テレザートと共に爆発したはずのテレサに至っては意味不明である。幽霊なのか?生身なのか?

トリは沖田艦長である。TV第1シリーズとその劇場版総集編でも放射線障害で死亡したはずである。それが完結編で生き返った。自称世界一の名医が死の判定を誤ったと告白した(大丈夫か?酒の飲み過ぎ?)。劇場版「さらば・・・」は主要キャラを含めて大勢死んだ。ヤマトも消えた(はず)。これでは後が続かないと誰かが考えたのか、直後のTV第2シリーズでは死者を極力抑えていた。その結果、シリーズの持続化に成功した。前述のように劇場版「さらば・・・」は今風に言うとやはり別の世界線の出来事なのか。

 

・濃厚なスキンシップ

 ヤマトを視ていてさらに気が付いたことがある。乗組員の乱闘シーンがやたらと多い。艦内だけで無く外の店に繰り出して周りの人々の迷惑を顧みず乱闘騒ぎを起こし破壊の限りを尽くす。内部統制がほとんど機能していないようである。原因の一つに乗組員全員の階級意識が希薄なことにあると思われる。通常このような組織は上下関係が非常に厳しいはずである。一応階級は存在するようだがほとんど顧みられていない。腕力に訴えるのを思いとどまるハードルは無いに等しい。その結果、議論の前に手が出る足が出る。熱い拳と頬の触れあいの後、謎の手打ちとなり、訳のわからない友情の芽生えとなる。このような構造的に不安定な組織であることに加え、ノウキン組織が高難易度の重要ミッションを完遂できたことは奇跡である。そんなヤマトのクルーに地球の運命を任せた司令部(特に長官)の度量の広さに感嘆する。

艦長代理から代理が取れて艦長になってもそのノリは不変である。議論が深まる前に腕力に訴えることは相変わらずである。

 

・安定したパターン

かつてタイムボカンシリーズのストーリーが同じパターンでマンネリとかなんとか言われたことがあったが、ヤマトもストーリーが重厚長大という違いはあるが、勝るとも劣らないパターンを確立していた。まずは地球が正体不明の敵に襲われて危機を迎える。もうダメかというところではるか宇宙の彼方から美女の救いの声が届く(ここは美女でなくてはならない。醜女だったらギャグになってしまう)。その美女はかなりの超能力を有しているようだ。その声を頼りにヤマトは圧倒的な敵の攻撃を退け、声の主にたどり着く。そこで解決の決定打となる支援を受け取り、最終決戦に臨んで勝利を収める。そして支援した美女ははかなく命を散らす。
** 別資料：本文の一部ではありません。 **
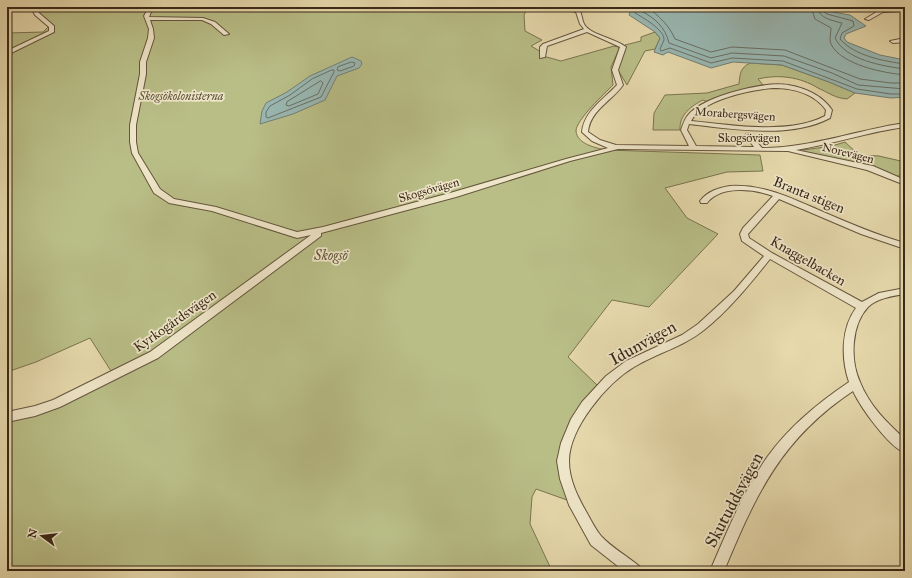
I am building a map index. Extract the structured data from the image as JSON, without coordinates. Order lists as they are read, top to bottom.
{
  "streets": {
    "street": [
      "Morabergsvägen",
      "Skogsövägen",
      "Norevägen",
      "Branta stigen",
      "Knaggelbacken",
      "Kyrkogårdsvägen",
      "Idunvägen",
      "Skutuddsvägen"
    ]
  },
  "crossings": [
    ["Morabergsvägen", "Skogsövägen"],
    ["Skogsövägen", "Norevägen"],
    ["Skogsövägen", "Kyrkogårdsvägen"],
    ["Branta stigen", "Knaggelbacken"],
    ["Knaggelbacken", "Idunvägen"]
  ],
  "parks": ["Skogsökolonisterna", "Skogsö"],
  "north": "left"
}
このように言ってしまうと身も蓋もないが、「強大な敵の攻撃」、「美女」、「勝利」、ここでは触れなかったが「ロマンス」、「友情」と受けるコンテンツの全部盛である。

 

・おわりに

 少し意地悪い感想を述べたが、長年の疑問を吐き出してすっきりした思いである。あまり難しく考えないで視るのが良いと思う。リメイク版が作られている。リメイクオリジナルもある。まだ一部をざっと見しかしていないが、旧作と比べて画が美しくなり洗練された印象である。気が向いたらリメイク版の感想も述べたいと思う。